Once the sample is in focus, adjust the condenser focus to collect the transmitted light from the same location where the upper objective is focusing the incoming light. Move the stage to a hole and select transmission mode with the black button on the lower front of the microscope. Turn on the aperture illumination using the knob located furthest from you at the base of the microscope on the left hand side. Adjust the condenser height (red-labeled knob, base of microscope, right hand side) until aperture image is in focus (it should look like a square with sharp edges). Once the aperture image is in focus, center the aperture on the crosshairs by repositioning the condenser. These adjusters are not very linear and it takes some playing to get used to the way they move the lower aperture. You can tweak the position of the condenser while looking at the IR signal (Collect >> Experimental Setup >> Bench tab) to optimize the signal.

Return the stage to your sample and proceed to the OMNIC section for software control.

 

Fluorescence Measurements

The Continuμm microscope is equipped with a fluorescence attachment that allows your sample to be observed under intense fluorescence excitation illumination.

NOTE: The mercury lamp produces UV radiation. Improper use of this device can result in personal injury.
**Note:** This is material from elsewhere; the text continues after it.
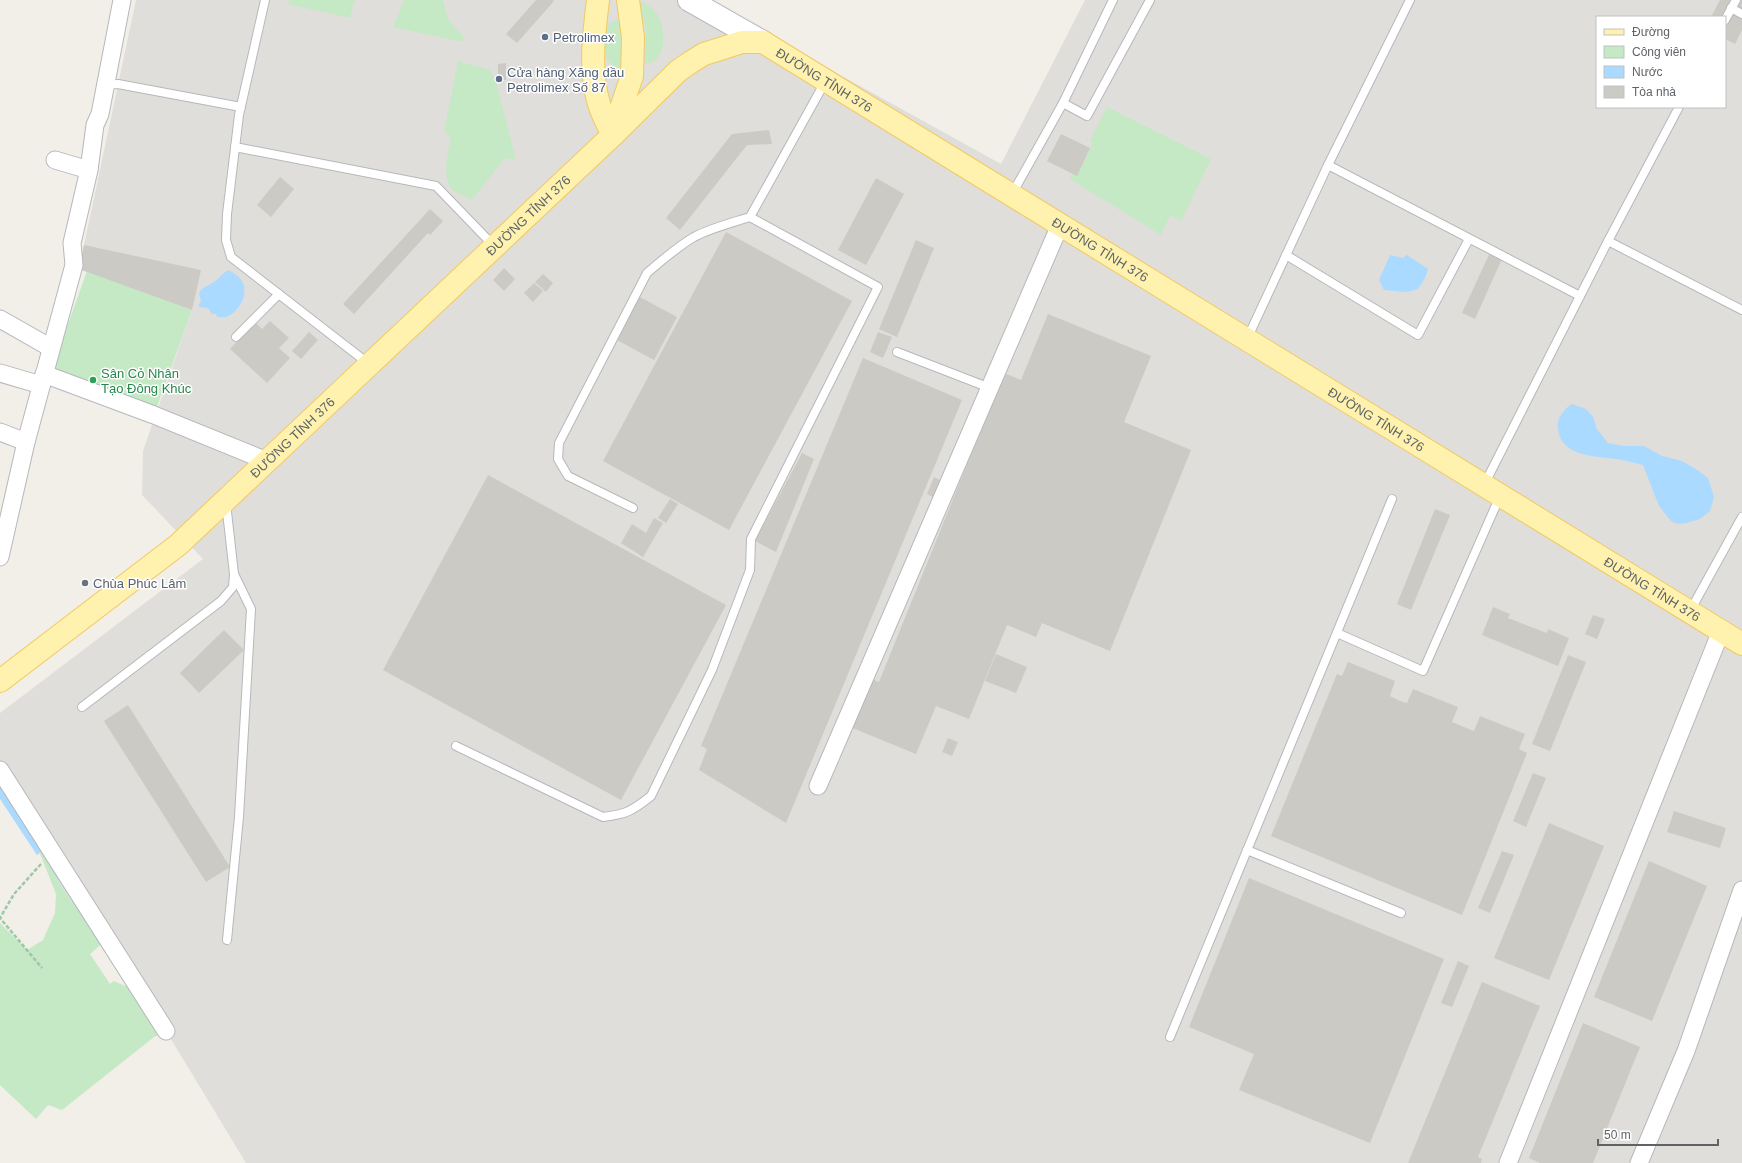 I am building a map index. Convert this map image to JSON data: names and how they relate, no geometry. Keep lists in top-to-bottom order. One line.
{"streets":{"main road":["ĐƯỜNG TỈNH 376"]},"places":["Petrolimex","Cửa hàng Xăng dầu Petrolimex Số 87","Sân Cỏ Nhân Tạo Đông Khúc","Chùa Phúc Lâm"],"legend":["Đường","Công viên","Nước","Tòa nhà"],"scale_bar":"50 m"}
The lamp housing and power supply are normally stored in the cabinet behind the microscope. Please ask Mike or Hans to help you install them properly. Once the housing is installed, it should require minimal adjustment.

 

To use the fluorescence attachment,

1. Pull out the shutter on the fluorescence attachment to close the light path.
2. Turn on the Power Supply Unit using the large green toggle switch. If the lamp does not turn on, switch the power off once, then turn it back on after 5 -10 seconds. To avoid shortening the lamp lifetime, do not turn the lamp off within 15 minutes of ignition. The lamp typically takes 5-10 minutes to stabilize.
3. Select a cube on the turret that matches the fluorophore of interest. For a list of the excitation/emission properties of the cubes, go here. If you use the WU filter, make sure to use a UV shield and use appropriate eye wear.
4. Turn off the reflection, transmission, and aperture illuminations (lower left hand knobs).
5. Slide the infrared dichroic mirror out (located just below the fluorescence attachment on the right hand side of the microscope). If the fluorescence is intense, you can keep the infrared dichroic mirror in place, but it significantly reduces both the excitation and emission.
6. Select the appropriate objective. You can view fluorescence with the IR objectives and thus directly compare to your infrared image. These objectives, however, are not optimized for fluorescence and as a consequence will make the observed fluorescence weaker.
7. Push in the shutter on the fluorescence attachment to allow light to illuminate your sample.

Note: Do not change filter cubes or objectives when the fluorescence shutter is open!

Note: In order to take IR data, the infrared dichroic mirror must be reinserted (pushed in)!

 

OMNIC

Please see the OMNIC software manual for a general introduction of the software. There are, however, a few extra things to check on Beamline 1.4.4.

 

Collect >> Experimental Setup >> Bench Tab

• Detector : Set to MCT A.
• Aperture : Set to Dual. Sometimes the software gets confused and will say that it is in Dual mode even though it is not. If the aperture image does not look rectangular and the sample is in focus, click Single and then return to Dual. This should reset the aperture.

Atlus >> Aperture Size

• Adjust the aperture size. Most users leave the apertures open (~50 μm), but if the system is properly aligned you may close down the aperture to 10 μm to ensure the best spatial resolution. However, this method will result in degraded signal to noise particularly at lower frequencies.